Big Bang created the Universe.
Evolution created all life.
Clergy are the biggest liars of them all.
Bhuddists aren't bad, but that reincarnation thing is a crock.
There is no heaven or hell.
The Holy Books were all written by MEN.
and if He's got the whole world... in his hands,
He really dropped the ball.
EDIT to David W:
The elimination of religion is not called communism. It is called Science. I'm atheist, but I abhor Communism, because it eliminates Survival of the Fittest, which leads me to Darwin.
Darwin was not religious:
"I can indeed hardly see how anyone ought to wish Christianity to be true; for if so the plain language of the text seems to show that the men who do not believe, and this would include my Father, Brother, and almost all my best friends, will be everlastingly punished. And this is a damnable doctrine.
"Although I did not think much about the existence of a personal God until a considerably later period of my life, I will here give the vague conclusions to which I have been driven. The old argument from design in Nature, as given by Paley, which formerly seemed to me so conclusive, fails, now that the law of natural selection has been discovered. We can no longer argue that, for instance, the beautiful hinge of a bivalve shell must have been made by an intelligent being, like the hinge of a door by man. There seems to be no more design in the variability of organic beings, and in the action of natural selection, than in the course which the wind blows. But I have discussed this subject at the end of my book on the 'Variation of Domesticated Animals and Plants,' and the argument there given has never, as far as I can see, been answered."
- Charles Darwin, "Autobiography of Charles Darwin"

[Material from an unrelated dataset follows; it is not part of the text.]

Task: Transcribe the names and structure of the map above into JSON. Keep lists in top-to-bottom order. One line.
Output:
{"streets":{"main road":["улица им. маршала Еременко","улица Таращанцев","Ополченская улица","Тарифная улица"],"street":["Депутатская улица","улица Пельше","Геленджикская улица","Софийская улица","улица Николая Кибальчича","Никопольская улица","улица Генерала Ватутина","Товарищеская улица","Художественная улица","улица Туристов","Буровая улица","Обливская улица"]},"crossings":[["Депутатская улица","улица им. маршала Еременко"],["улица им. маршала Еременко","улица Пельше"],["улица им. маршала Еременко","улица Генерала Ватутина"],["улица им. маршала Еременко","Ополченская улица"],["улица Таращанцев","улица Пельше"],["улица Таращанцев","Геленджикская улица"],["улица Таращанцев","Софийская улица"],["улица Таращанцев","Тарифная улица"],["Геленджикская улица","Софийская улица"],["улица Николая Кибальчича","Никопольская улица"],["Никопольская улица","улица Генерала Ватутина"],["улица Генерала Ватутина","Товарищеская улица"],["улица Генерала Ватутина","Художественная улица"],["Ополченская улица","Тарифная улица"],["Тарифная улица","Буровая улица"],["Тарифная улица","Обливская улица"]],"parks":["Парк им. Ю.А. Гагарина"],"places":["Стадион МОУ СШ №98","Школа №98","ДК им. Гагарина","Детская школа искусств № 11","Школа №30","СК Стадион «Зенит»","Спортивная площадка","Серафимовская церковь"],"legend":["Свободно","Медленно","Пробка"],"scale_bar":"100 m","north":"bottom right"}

This next quote is why Evolution works and why anyone who believes in Socialism or Communism has no true understanding of Evolution.
"With savages, the weak in body or mind are soon eliminated; and those that survive commonly exhibit a vigorous state of health. We civilised men, on the other hand, do our utmost to check the process of elimination; we build asylums for the imbecile, the maimed, and the sick; we institute poor-laws; and our medical men exert their utmost skill to save the life of every one to the last moment. There is reason to believe that vaccination has preserved thousands, who from a weak constitution would formerly have succumbed to small-pox. Thus the weak members of civilised societies propagate their kind. No one who has attended to the breeding of domestic animals will doubt that this must be highly injurious to the race of man. It is surprising how soon a want of care, or care wrongly directed, leads to the degeneration of a domestic race; but excepting in the case of man himself, hardly any one is so ignorant as to allow his worst animals to breed.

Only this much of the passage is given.